Je vais vous raconter l’histoire d’un jeune homme islandais, que je ne connaissais pas, et que je ne connais toujours pas. Je l’ai juste croisé, une seule et unique fois. C’était à Skógar en novembre 2015. Il y a là-bas, juste à proximité de la célèbre chute, un jeune établissement hôtelier, Hotel-Restaurant Skogafoss, adjoint d’un établissement «low cost», propriété du même entrepreneur. On y mange très bien, toute l’année, notamment des filets d’omble chevalier pêchés dans l’étang tout proche. Accompagnés d’une purée spéciale maison, et d’une bière locale, c’était un vrai régal. J’y étais invité par mon ami de longue date, Þorður Tómasson, avec sa sœur, son beau-frère, son neveu et sa nièce. Ce fût ma foi fort bon. Un dîner mémorable. Je recommande sa table.
Nous étions les seuls à table, lorsque ce jeune homme en question est entré, avec tout ou partie de sa famille. Ce jeune homme s’appelait Guðmundur, et il venait fêter en famille ses 87 ans. Il ne parlait pas anglais, pas plus que sa femme, et j’ai bien l’impression que ses enfants non plus. Tout du moins, s’il maîtrisaient la langue de Benny Hill, ils le gardaient bien.
Mais après tout, qu’est ce qui justifierait qu’ils parlent une autre langue que l’islandais, leur langue maternelle, sur leur propre terre, l’Islande ? Mais après tout, quelle est la seule et unique langue officielle de l’Islande ? N’est-ce pas l’islandais ? Où est donc le problème, dans le fait que Guðmundur et sa suite ne parlaient pas l’anglais ?
Et bien, c’est en fait tout simple : dans cet hôtel-restaurant, personne – absolument personne – ne parle islandais. Les employés sont espagnols, roumains, polonais… mais aucun n’est islandais. L’entreprise a misé sur le tourisme international, et a offert une chance inouïe de travailler en Islande a de jeunes (étudiants ou non), originaires de différents pays d’Europe et du monde. Certains diront que c’est «génial», ça permet d’ouvrir les portes de l’Islande à de nombreux jeunes, de leur donner une chance de travailler dans ce magnifique pays, de gagner en expérience…
Certes, mais quel est l’impact sur l’économie et la démographie du pays ? Employer des expatriés a toujours été une très bonne chose, quel que soit le pays concerné. Mais pourquoi 100% ? Le chômage a beau raser les paquerettes en Islande, il existe tout de même. Ce n’est malheureusement pas un cas isolé. De plus en plus d’établissements tournés vers le tourisme international optent pour ce bien curieux choix de banir les islandais. C’est le cas, entre autre, de Bus Hostel, dans la capitale, une enseigne très réputée chez les visiteurs – disons – plutôt actifs et jeunes d’esprit, et qui est surtout célèbre pour y détenir, enfermé, le tout dernier hamburger McDonalds produit sur l’île.

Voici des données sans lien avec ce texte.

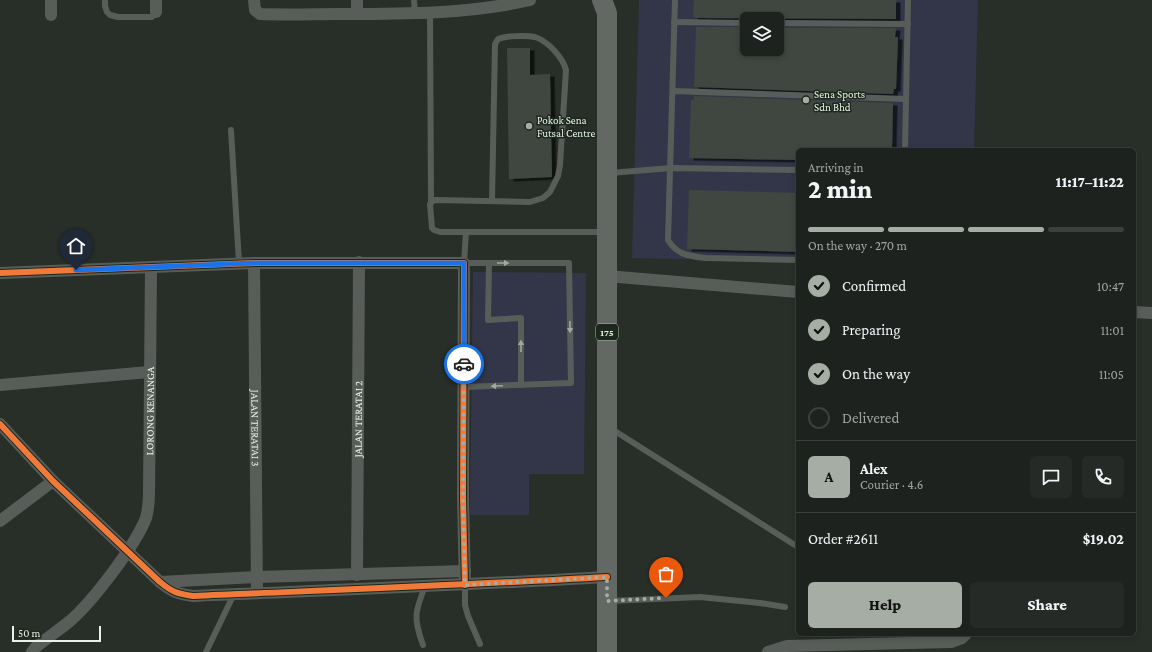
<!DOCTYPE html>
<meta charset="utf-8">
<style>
:root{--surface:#1e221e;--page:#262a27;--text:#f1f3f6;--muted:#a1a4a4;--line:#3c3f3c;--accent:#a5ada5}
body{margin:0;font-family:"Crimson Pro",serif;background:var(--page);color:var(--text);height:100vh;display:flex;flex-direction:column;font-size:15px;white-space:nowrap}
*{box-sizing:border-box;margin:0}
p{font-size:13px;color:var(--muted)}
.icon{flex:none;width:22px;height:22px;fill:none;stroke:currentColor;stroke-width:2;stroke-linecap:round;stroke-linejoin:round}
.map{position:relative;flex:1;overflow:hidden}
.side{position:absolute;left:796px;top:148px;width:340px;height:488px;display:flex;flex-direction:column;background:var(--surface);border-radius:6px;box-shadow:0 2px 6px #0003,0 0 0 1px var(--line)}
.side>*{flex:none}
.buttons{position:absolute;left:740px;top:12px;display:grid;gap:8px}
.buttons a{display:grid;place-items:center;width:44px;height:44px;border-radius:6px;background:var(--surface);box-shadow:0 2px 6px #0003,0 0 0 1px var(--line);font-size:20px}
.scale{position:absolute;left:12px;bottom:10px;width:89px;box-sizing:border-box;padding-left:4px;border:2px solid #e9f2e8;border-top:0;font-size:11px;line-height:14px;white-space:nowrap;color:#e9f2e8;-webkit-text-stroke:3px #1b281b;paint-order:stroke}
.pin{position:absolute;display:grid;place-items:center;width:34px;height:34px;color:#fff;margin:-41px -17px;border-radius:50% 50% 50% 0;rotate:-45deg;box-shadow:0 0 4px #0007}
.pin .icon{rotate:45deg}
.courier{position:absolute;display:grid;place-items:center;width:40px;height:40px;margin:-20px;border:3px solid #1a73e8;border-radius:50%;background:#fff;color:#222;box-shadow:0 1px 5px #0007}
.overview em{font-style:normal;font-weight:800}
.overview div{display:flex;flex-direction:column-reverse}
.overview{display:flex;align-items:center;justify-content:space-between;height:68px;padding:0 12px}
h1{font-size:26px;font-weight:800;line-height:30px}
.bar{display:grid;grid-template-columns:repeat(4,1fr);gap:6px 4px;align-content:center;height:48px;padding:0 12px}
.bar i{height:5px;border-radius:3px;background:var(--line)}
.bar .current{background:var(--accent)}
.bar p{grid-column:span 4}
.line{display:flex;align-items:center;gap:10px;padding:0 12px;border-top:1px solid var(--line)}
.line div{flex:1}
.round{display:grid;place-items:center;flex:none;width:42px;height:42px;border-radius:6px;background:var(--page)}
ol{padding:0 12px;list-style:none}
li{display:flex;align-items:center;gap:12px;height:44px}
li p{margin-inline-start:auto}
li .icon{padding:4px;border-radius:50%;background:var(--accent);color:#111;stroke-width:4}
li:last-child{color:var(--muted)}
li i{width:22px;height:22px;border:2px solid var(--line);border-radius:50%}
.action{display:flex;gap:8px;margin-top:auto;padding:8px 12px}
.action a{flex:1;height:46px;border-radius:6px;background:var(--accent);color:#111;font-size:16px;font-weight:800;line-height:46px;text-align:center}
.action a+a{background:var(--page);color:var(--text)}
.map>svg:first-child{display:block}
.green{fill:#333648;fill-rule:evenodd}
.building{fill:#404740;filter:url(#shadow)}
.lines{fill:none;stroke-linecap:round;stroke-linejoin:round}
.service{stroke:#595d59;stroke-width:6}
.minor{stroke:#595d59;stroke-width:12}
.trunk{stroke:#646864;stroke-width:20}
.cycleway-casing{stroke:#1b281b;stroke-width:8}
.cycleway{stroke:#f17a3a;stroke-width:6}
.oneway{fill:#a1a8a0}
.done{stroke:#a5ada5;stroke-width:4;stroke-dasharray:0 7.2}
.route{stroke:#1a73e8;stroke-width:5}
.poi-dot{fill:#a5ada5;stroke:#1b281b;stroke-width:1.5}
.labels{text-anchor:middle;stroke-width:3;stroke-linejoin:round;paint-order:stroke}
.shield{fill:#1b281b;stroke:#abb5aa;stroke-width:1}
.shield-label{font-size:10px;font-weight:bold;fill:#e9f2e8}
.poi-label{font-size:11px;fill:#e9f2e8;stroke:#1b281b;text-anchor:start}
.street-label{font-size:11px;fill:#e9f2e8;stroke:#1b281b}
</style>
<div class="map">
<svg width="1152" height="652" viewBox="0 0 1152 652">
<defs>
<filter id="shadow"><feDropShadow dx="4.5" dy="2.5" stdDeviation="0" flood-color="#0009"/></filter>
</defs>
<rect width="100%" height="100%" fill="#282e28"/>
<!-- green -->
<g class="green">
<path d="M639,0H978L974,150H798V262L632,258ZM747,19H777V49H747Z"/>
<polygon points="473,272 586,273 584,474 529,474 529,515 470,515"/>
</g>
<!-- building -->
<g class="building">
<polygon points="694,0 896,0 896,19 696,18 693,17"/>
<polygon points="696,27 747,27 747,49 777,49 777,28 896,28 895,37 898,37 896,89 894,89 893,94 694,87"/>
<polygon points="507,48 530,48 530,75 550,74 552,177 509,179"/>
<polygon points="694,96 893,103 892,150 798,150 798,160 689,158 691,100 694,100"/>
<polygon points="689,190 798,193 798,252 687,249"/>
</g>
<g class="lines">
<!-- service -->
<g class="service">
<polyline points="105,0 105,6 107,12 110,15 118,17 152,17 156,12"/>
<polyline points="414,0 415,14"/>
<path d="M675,0L668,240C677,255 689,256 705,258L798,260"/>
<polyline points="430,13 431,202"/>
<polyline points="674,22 747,23"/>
<polyline points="777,23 908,24"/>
<polyline points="673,91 906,99"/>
<polyline points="231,130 239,263"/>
<polyline points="905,150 908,0"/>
<polyline points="610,173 671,168 798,170"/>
<path d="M492,201L495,44L498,39C506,36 525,35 535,37C548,41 563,58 566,70L560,165L558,176L550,192L543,198L530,202L434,200L430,204L432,228L434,230L440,232H605"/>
<polyline points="489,263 488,320 521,318 521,385"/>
<polyline points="464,387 571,383 569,263 464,263 466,232"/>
<polyline points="610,428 798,547"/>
<polyline points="465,585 465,605 468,616 480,644"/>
<polyline points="609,601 700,597 760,603 785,607"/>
<path d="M423,645C413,618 415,612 425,586"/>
<polyline points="206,652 234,594"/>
</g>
<!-- minor -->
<g class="minor">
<path d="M254,0L255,10L260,14C287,15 315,14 342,14C404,14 469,14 530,0"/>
<polyline points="357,0 357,14"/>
<polyline points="156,12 156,0"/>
<polyline points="51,15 51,0"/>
<path id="s1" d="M254,263L257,593"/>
<polyline points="0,273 254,263 464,263 463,498 465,585"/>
<polyline points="607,276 798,292"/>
<polyline points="1134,312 1152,313"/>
<polyline points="0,385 149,372"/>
<path d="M0,424L53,481L160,582C172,592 178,594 193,596C331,590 469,585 607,577"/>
<polyline points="0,521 53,481"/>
<path id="s2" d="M357,575L359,262"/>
<polyline points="160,582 257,577 465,571"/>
<path id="s3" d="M32,652L36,647C47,638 59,630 70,621C93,601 135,546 146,518C148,510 149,502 149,494L151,267"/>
<polyline points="768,652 787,646 951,642 962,638 966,634"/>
</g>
<!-- trunk -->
<polyline class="trunk" points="602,0 607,13 607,652"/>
<!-- cycleway casing -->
<g class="cycleway-casing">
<g id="cycleway">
<polyline points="0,273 254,263 464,263 463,498 465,585"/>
<path d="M0,424L53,481L160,582C172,592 178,594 193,596C331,590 469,585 607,577"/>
</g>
</g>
<!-- cycleway -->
<use href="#cycleway" class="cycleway"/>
</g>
<!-- one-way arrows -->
<defs><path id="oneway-solid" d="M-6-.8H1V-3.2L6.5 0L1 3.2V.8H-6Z"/></defs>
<g class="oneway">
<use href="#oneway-solid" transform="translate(503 263)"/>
<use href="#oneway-solid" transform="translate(570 327) rotate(89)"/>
<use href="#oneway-solid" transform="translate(521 346) rotate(-90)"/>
<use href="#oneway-solid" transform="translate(497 386) rotate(178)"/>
</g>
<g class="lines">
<!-- done -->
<polyline class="done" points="464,364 463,498 465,585 607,577 607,601 666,598"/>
<!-- route -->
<polyline class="route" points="76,270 254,263 464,263 464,364"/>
</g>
<!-- markers -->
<g class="poi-dot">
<circle cx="806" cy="100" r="4"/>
<circle cx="529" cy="126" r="4"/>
</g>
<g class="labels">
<!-- shield labels -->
<rect class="shield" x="596" y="324" width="22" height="16" rx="3"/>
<g class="shield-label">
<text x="607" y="336">175</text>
</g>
<!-- poi labels -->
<g class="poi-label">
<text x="814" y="98">Sena Sports<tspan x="814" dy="13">Sdn Bhd</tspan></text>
<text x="537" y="124">Pokok Sena<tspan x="537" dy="13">Futsal Centre</tspan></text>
</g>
<!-- street labels -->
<g class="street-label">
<text dy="4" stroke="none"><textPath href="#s3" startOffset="285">LORONG KENANGA</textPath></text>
<text dy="4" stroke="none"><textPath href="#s2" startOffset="156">JALAN TERATAI 2</textPath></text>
<text dy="4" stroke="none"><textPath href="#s1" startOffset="165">JALAN TERATAI 3</textPath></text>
</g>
</g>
</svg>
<div class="buttons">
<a><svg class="icon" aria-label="layers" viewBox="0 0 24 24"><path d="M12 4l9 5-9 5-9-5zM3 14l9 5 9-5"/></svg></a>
</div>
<div class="scale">50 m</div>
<div class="pin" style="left:666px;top:598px;background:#ea580c"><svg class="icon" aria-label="bag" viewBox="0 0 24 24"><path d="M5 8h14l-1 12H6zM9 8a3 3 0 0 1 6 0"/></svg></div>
<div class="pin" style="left:76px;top:270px;background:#1f2937"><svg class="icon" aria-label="home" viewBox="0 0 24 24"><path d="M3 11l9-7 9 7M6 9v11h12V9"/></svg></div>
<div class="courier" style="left:464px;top:364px"><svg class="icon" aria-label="car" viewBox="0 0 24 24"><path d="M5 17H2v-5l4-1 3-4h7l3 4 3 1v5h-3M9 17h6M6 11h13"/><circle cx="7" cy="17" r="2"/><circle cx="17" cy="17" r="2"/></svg></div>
<section class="side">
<div class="overview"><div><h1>2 min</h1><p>Arriving in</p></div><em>11:17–11:22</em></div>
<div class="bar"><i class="current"></i><i class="current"></i><i class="current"></i><i></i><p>On the way · 270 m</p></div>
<ol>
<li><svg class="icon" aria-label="check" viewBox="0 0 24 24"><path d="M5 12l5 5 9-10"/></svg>Confirmed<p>10:47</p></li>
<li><svg class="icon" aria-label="check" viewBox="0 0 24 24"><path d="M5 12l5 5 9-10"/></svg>Preparing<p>11:01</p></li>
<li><svg class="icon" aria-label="check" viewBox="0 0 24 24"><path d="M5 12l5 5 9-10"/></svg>On the way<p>11:05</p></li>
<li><i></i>Delivered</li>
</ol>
<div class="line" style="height:72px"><b class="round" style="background:var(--accent);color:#111">A</b><div><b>Alex</b><p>Courier · 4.6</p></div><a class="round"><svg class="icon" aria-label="chat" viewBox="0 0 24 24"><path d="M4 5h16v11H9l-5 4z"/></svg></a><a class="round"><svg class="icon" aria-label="phone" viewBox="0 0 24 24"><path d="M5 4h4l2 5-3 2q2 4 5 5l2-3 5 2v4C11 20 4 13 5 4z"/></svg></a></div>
<div class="line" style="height:52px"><div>Order #2611</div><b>$19.02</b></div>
<div class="action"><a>Help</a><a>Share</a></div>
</section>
</div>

Et donc, Guðmundur, feignant de ne pas parler anglais – j’ai appris plus tard par Þorður qu’il faisait semblant – a eu un mal extraordinaire à se faire comprendre par les serveurs et s’en est remis à Þorður pour la commande. Et pour cause, le menu n’est même pas disponible en islandais ! Après le dîner, j’ai eu une discussion avec Alina, une des employées, originaire de Rzeszow, en Pologne, qui est une ville que je fréquente très souvent. Elle était très sympathique, professionnelle et toujours souriante, mais lorsque je lui ai demandé pourquoi personne ne parle islandais, sa réponse fût aussi glaciale que le vent qui soufflait à l’extérieur. Elle m’a répondu que l’hôtel-restaurant Skogafoss avait été ouvert non pas comme un restaurant pour les islandais, mais pour les touristes internationaux.
C’était son droit, à Guðmundur, de venir fêter son anniversaire dans le restaurant de son choix. C’était son droit, à Guðmundur, de parler islandais en Islande. Et quand j’ai demandé à cette même Alina pourquoi elle n’apprendrait pas l’islandais, elle me répondit que c’était une langue trop compliquée, et qu’avant de venir, elle avait appris l’anglais, elle !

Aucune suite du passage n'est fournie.